# Purdue MA 26500 Fall 2022 Midterm II Solutions

Here comes the solution and analysis for Purdue MA 26500 Fall 2022 Midterm II. This second midterm covers topics in Chapter 4 (Vector Spaces) and Chapter 5 (Eigenvalues and Eigenvectors) of the textbook.

## Introduction

Purdue Department of Mathematics provides a linear algebra course MA 26500 every semester, which is mandatory for undergraduate students of almost all science and engineering majors.
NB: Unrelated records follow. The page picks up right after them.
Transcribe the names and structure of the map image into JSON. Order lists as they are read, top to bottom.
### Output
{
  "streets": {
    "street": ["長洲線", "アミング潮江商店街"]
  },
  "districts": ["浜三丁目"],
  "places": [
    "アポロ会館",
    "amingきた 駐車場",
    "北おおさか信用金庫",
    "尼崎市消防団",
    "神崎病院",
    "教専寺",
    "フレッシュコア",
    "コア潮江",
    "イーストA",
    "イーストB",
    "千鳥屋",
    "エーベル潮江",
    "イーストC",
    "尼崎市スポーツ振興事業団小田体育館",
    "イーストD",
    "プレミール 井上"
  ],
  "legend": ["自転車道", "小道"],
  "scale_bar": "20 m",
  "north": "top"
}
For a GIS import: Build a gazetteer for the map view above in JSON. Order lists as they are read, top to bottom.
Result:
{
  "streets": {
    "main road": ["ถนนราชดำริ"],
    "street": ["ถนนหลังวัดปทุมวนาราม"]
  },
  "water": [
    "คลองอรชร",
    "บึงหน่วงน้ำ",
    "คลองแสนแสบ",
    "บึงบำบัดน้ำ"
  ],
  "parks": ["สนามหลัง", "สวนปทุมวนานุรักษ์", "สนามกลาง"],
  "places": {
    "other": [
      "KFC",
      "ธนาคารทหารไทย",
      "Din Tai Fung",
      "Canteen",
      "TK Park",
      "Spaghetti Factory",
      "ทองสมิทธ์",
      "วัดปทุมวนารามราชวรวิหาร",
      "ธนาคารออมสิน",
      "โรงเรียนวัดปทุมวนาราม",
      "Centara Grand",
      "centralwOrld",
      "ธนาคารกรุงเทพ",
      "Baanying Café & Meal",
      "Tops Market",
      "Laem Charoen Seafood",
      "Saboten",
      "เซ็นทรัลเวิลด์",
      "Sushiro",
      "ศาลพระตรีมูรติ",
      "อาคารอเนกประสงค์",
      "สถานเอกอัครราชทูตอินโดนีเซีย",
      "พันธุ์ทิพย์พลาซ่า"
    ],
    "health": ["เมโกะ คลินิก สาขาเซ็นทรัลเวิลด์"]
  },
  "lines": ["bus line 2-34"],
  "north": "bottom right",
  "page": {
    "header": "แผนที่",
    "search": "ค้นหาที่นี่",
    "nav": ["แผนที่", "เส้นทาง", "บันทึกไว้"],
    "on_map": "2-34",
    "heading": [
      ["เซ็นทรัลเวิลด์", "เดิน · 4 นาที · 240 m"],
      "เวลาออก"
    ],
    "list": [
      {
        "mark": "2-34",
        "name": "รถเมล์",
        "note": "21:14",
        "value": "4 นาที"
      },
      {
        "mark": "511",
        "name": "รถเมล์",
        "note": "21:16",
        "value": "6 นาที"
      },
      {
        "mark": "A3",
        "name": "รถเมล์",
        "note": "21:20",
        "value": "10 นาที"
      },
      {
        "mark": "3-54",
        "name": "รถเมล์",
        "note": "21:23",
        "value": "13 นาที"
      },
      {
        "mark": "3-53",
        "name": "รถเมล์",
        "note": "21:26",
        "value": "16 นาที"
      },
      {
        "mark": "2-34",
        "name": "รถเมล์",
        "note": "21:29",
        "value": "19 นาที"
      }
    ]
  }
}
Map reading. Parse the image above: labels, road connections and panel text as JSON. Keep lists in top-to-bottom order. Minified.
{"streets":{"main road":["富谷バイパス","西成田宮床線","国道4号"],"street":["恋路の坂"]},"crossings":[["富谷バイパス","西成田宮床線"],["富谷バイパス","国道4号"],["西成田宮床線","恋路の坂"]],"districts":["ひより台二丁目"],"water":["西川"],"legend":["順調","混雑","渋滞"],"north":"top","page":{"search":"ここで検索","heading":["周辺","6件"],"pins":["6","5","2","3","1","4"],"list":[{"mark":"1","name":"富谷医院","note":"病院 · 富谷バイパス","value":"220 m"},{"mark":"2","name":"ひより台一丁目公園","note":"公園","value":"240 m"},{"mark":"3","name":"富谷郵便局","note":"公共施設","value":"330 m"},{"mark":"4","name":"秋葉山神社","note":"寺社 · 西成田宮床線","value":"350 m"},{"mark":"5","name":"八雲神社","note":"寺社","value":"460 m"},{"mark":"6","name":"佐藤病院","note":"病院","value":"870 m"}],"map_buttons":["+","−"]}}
### Textbook and Study Guide

:DisclosureThis blog site is reader-supported. When you buy through the affiliate links below, as an Amazon Associate, I earn a tiny commission from qualifying purchases. Thank you.

MA 26500 textbook is *Linear Algebra and its Applications* (6th Edition) by David C. Lay, Steven R. Lay, and Judi J. McDonald. The authors have also published a *student study guide* for it, which is available for purchase on Amazon as well.

### Exam Information

MA 26500 midterm II covers the topics of Sections 4.1 – 5.7 in the textbook. It is usually scheduled at the beginning of the thirteenth week. The exam format is a combination of multiple-choice questions and short-answer questions. Students are given one hour to finish answering the exam questions.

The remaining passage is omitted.